Material for the task: Begin

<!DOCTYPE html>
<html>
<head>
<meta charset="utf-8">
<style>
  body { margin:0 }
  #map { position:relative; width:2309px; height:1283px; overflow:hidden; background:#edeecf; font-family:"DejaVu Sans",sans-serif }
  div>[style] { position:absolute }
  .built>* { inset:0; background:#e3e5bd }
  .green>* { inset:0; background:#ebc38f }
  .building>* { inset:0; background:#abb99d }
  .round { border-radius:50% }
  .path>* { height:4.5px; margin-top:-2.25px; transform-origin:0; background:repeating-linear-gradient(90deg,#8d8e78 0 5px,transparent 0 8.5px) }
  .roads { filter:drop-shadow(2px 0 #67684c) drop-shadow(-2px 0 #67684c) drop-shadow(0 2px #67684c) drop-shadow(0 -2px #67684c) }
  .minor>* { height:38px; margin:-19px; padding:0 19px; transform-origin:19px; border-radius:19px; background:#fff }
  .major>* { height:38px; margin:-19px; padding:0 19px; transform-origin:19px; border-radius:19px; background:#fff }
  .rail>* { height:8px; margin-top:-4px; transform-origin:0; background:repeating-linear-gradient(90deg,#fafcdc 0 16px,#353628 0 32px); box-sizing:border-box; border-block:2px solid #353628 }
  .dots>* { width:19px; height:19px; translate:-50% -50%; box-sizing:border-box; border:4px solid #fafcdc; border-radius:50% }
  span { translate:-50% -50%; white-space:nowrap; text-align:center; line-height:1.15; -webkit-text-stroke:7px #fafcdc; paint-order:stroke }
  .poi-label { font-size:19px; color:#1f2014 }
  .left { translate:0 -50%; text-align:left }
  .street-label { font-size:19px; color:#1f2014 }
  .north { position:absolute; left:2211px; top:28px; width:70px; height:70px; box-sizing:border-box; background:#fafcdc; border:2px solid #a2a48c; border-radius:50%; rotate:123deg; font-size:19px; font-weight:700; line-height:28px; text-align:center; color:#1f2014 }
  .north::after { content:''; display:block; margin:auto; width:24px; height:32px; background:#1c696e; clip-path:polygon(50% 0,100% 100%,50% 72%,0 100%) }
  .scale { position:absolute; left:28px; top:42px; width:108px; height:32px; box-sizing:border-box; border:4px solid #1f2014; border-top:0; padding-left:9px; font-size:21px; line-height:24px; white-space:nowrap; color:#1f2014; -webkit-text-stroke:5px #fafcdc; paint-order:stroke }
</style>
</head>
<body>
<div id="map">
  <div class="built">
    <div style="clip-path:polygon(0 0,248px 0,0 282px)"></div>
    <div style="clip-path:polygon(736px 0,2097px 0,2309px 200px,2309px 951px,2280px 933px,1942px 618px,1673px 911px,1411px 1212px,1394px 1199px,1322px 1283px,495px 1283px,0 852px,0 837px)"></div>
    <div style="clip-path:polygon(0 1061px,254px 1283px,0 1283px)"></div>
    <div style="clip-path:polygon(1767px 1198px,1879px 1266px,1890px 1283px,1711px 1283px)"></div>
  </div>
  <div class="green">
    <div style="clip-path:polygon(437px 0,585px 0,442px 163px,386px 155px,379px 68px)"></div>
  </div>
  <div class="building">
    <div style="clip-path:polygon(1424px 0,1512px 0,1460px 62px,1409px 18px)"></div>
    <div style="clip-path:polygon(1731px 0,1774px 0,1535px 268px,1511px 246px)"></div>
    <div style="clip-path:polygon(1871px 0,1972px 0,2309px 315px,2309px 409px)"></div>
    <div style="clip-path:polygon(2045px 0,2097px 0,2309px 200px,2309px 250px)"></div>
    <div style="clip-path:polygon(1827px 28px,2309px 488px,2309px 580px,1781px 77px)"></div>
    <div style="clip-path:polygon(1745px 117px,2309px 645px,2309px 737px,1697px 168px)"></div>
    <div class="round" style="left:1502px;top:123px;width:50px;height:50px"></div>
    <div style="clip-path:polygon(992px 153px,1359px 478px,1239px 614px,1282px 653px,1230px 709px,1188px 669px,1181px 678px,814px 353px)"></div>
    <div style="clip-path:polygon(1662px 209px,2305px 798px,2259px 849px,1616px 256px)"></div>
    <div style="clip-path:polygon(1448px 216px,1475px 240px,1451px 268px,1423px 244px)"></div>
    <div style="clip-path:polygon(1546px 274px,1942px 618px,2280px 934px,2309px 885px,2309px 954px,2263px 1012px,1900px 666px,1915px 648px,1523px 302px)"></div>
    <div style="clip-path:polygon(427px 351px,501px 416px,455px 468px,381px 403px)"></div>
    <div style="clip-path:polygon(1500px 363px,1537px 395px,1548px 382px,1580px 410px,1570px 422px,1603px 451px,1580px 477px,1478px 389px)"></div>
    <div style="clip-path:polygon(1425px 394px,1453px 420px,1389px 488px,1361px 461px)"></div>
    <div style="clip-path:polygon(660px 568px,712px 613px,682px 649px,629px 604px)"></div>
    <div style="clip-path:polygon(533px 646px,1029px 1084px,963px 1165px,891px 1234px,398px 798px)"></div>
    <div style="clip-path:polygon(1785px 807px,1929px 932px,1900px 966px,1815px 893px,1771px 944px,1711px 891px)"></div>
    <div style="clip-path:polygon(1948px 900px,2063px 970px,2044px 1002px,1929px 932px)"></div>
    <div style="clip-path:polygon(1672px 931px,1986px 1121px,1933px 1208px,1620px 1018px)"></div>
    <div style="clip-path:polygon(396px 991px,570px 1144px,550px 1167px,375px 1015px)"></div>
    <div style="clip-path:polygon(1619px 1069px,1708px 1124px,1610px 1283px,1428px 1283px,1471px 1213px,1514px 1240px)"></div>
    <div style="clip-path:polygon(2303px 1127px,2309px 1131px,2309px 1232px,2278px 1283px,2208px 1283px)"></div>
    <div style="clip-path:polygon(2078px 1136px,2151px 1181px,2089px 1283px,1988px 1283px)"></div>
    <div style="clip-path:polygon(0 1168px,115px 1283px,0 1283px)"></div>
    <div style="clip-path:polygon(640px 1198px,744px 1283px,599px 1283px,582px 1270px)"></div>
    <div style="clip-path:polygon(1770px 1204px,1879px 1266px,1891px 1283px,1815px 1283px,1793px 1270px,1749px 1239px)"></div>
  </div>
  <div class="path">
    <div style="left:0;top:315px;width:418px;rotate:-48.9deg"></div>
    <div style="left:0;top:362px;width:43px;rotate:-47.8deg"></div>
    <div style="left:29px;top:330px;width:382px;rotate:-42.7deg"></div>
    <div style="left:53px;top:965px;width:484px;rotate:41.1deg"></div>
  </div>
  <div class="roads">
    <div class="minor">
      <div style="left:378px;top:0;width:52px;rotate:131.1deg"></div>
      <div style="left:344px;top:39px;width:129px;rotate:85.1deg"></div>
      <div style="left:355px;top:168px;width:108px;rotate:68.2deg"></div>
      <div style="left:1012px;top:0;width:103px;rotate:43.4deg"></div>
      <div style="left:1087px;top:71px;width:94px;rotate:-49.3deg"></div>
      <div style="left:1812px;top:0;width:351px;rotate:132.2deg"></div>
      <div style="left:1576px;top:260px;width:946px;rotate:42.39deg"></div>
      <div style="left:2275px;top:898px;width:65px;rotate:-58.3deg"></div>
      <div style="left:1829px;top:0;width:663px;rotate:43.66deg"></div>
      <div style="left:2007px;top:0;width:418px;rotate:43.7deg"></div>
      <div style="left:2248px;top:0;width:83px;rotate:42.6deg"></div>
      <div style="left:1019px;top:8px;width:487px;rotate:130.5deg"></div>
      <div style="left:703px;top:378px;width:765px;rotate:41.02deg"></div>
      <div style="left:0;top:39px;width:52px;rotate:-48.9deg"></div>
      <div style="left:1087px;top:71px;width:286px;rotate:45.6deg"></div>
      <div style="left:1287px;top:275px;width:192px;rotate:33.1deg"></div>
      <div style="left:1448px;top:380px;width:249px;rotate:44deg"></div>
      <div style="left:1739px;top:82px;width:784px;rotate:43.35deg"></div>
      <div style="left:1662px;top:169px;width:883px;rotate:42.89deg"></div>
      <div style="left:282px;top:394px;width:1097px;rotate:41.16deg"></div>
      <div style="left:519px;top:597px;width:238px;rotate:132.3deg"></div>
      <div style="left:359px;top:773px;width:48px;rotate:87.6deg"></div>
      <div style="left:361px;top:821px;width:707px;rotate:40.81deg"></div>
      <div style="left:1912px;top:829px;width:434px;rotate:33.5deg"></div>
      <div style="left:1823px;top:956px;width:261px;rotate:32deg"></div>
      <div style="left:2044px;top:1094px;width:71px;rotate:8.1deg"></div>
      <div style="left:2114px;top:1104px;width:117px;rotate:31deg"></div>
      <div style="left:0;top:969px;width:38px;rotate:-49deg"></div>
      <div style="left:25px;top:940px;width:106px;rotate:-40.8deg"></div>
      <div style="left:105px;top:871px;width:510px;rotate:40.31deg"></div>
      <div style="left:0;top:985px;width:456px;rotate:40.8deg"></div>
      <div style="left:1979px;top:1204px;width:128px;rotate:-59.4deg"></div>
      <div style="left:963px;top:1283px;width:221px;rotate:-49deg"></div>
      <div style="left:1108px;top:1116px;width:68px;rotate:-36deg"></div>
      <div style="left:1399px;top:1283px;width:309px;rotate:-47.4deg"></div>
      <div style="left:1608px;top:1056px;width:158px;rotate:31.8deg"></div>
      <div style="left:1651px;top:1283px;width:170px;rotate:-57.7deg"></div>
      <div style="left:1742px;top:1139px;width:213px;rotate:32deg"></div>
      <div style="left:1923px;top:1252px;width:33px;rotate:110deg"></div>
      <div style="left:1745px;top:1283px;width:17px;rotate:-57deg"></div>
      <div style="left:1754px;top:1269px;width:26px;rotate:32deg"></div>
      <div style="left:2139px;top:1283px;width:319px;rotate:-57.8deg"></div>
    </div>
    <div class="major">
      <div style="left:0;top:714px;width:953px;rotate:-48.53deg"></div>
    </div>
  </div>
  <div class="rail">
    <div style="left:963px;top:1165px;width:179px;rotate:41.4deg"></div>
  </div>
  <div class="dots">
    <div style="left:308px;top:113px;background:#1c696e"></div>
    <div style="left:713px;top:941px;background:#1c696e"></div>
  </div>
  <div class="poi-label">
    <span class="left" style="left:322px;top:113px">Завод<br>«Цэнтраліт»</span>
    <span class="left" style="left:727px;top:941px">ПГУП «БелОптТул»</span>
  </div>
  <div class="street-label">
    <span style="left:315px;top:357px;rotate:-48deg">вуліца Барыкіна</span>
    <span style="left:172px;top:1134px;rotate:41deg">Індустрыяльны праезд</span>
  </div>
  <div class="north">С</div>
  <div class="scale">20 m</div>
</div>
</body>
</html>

Material for the task: End

● Task to carry out: Can you write out the lines above, from the first one through the one containing "filter:drop-shadow(2px 0 #67684c)", exactly as they appear and nothing more?

● Your solution:
<!DOCTYPE html>
<html>
<head>
<meta charset="utf-8">
<style>
  body { margin:0 }
  #map { position:relative; width:2309px; height:1283px; overflow:hidden; background:#edeecf; font-family:"DejaVu Sans",sans-serif }
  div>[style] { position:absolute }
  .built>* { inset:0; background:#e3e5bd }
  .green>* { inset:0; background:#ebc38f }
  .building>* { inset:0; background:#abb99d }
  .round { border-radius:50% }
  .path>* { height:4.5px; margin-top:-2.25px; transform-origin:0; background:repeating-linear-gradient(90deg,#8d8e78 0 5px,transparent 0 8.5px) }
  .roads { filter:drop-shadow(2px 0 #67684c) drop-shadow(-2px 0 #67684c) drop-shadow(0 2px #67684c) drop-shadow(0 -2px #67684c) }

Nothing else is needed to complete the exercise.